Notes on: "ELEGNT: Expressive and Functional Movement Design for Non-Anthropomorphic Robot"

Reference

Title: ELEGNT: Expressive and Functional Movement Design for Non-Anthropomorphic Robot
Authors: Yuhan Hu, Peide Huang, Mouli Sivapurapu, Jian Zhang
Affiliation: Apple
Links:
- Blog Post (machinelearning.apple.com/research/elegnt-expressive-functional-movement),
- arXiv preprint (arxiv.org/abs/2501.12493).

Summary

If your social feeds are anything like mine, you've probably seen those videos last week of a Luxo Jr. (en.wikipedia.org/wiki/Luxo_Jr.) inspired lamp interacting with a human, they come from this recent paper from Apple.

Open on YouTube

Although it provides some insights into implementing autonomous policies for ‘expressive and functional movements,’ the paper mainly focuses on:

defining a framework for robot expressiveness in relation to its function,
a user study that shows the impact of such expressiveness.
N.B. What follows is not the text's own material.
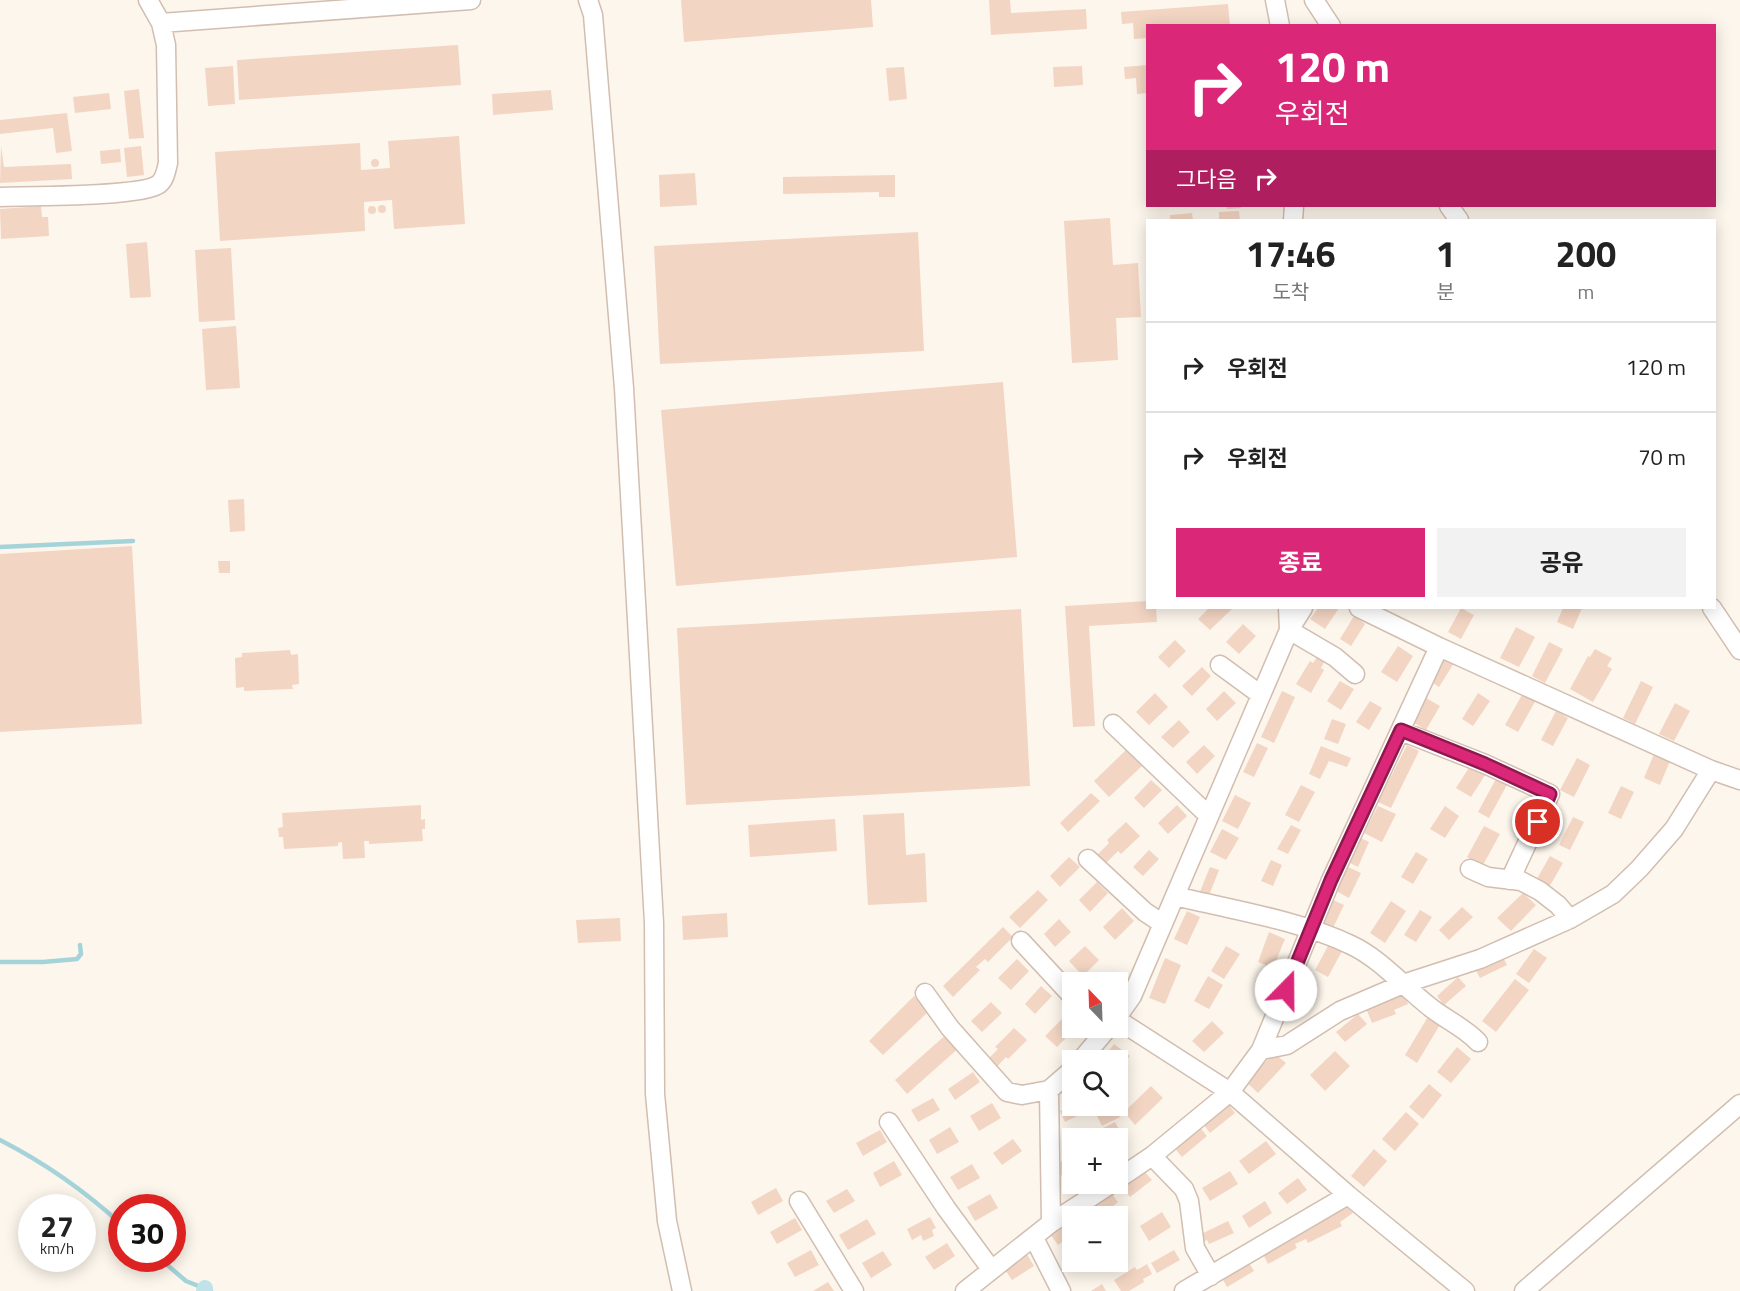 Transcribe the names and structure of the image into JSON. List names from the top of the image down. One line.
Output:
{"north":"top left","page":{"turn":["120 m","우회전"],"then":"그다음","eta":["17:46","도착","1","분","200","m"],"list":[{"name":"우회전","value":"120 m"},{"name":"우회전","value":"70 m"}],"buttons":["종료","공유"],"map_buttons":["+","−"],"speed":"27 km/h","limit":"30"}}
I hope we get more paper like this and that, in turn, they are used to set targets for human-machine collaboration in more implementation-oriented work!

TLDR: you won't learn how to implement what you see but you'll get new tools to design, describe and evaluate your (or anyone else's) future implementations.

Let's get into it.

Reading notes

Scope

An interesting focus of the paper is its emphasis on non-anthropomorphism. They argue that non-anthropomorphic robots are usually seen as "utilitarian" but they also interact with humans.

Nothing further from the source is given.